§ WHAT IS BEING ASKED: Every line below containing the word "Keep" should be found and copied.

[Stored data entries]
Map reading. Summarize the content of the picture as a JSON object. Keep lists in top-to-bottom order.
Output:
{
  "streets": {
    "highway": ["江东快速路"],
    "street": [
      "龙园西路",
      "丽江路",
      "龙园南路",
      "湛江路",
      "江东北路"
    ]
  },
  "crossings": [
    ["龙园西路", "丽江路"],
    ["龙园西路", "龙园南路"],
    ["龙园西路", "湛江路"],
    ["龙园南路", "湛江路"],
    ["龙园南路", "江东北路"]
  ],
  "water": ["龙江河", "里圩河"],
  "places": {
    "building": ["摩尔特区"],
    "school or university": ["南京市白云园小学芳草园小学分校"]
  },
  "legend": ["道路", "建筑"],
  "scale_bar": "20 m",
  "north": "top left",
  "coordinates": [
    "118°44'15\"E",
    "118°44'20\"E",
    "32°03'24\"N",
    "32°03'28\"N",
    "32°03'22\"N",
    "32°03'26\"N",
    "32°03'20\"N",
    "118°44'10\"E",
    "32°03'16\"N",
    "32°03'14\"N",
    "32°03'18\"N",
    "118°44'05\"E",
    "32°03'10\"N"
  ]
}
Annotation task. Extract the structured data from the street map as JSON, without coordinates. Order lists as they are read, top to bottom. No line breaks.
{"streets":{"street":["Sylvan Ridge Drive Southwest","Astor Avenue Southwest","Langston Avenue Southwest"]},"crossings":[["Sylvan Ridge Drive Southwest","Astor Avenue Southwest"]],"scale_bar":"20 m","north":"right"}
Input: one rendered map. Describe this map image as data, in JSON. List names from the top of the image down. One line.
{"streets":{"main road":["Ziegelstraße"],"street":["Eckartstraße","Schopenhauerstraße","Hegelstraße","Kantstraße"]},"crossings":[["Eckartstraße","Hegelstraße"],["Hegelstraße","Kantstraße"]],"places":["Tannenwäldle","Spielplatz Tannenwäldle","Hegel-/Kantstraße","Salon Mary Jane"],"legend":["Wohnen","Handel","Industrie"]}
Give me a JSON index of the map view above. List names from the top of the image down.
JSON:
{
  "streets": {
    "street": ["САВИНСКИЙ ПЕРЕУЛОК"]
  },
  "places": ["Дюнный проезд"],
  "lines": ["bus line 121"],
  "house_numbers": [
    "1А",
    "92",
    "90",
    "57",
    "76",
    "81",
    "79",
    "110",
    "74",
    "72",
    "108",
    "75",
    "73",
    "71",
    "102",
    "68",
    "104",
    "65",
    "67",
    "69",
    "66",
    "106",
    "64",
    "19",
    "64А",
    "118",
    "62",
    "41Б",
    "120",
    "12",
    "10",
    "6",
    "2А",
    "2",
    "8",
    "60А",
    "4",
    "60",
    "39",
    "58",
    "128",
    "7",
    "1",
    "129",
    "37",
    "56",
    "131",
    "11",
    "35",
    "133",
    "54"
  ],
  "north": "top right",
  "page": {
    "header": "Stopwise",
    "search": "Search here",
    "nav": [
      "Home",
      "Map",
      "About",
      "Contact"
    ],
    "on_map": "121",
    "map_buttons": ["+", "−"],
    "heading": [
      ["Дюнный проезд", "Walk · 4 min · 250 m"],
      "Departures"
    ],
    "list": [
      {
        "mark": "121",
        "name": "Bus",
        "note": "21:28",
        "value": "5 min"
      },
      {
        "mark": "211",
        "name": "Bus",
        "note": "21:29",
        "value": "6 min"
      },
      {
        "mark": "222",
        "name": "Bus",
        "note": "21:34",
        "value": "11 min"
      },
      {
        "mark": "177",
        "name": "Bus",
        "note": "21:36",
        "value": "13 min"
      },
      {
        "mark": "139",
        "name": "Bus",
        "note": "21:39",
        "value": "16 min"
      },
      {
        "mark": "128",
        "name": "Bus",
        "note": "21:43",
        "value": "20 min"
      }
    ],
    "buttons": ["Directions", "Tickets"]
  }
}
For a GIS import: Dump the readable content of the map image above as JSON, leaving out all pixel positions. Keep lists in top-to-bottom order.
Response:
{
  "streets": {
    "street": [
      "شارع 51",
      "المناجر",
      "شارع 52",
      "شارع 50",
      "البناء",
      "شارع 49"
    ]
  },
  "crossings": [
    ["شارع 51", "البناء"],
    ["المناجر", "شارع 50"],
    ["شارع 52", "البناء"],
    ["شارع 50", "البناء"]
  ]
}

§ SOLUTION TO THIS EXERCISE:
Map reading. Summarize the content of the picture as a JSON object. Keep lists in top-to-bottom order.
For a GIS import: Dump the readable content of the map image above as JSON, leaving out all pixel positions. Keep lists in top-to-bottom order.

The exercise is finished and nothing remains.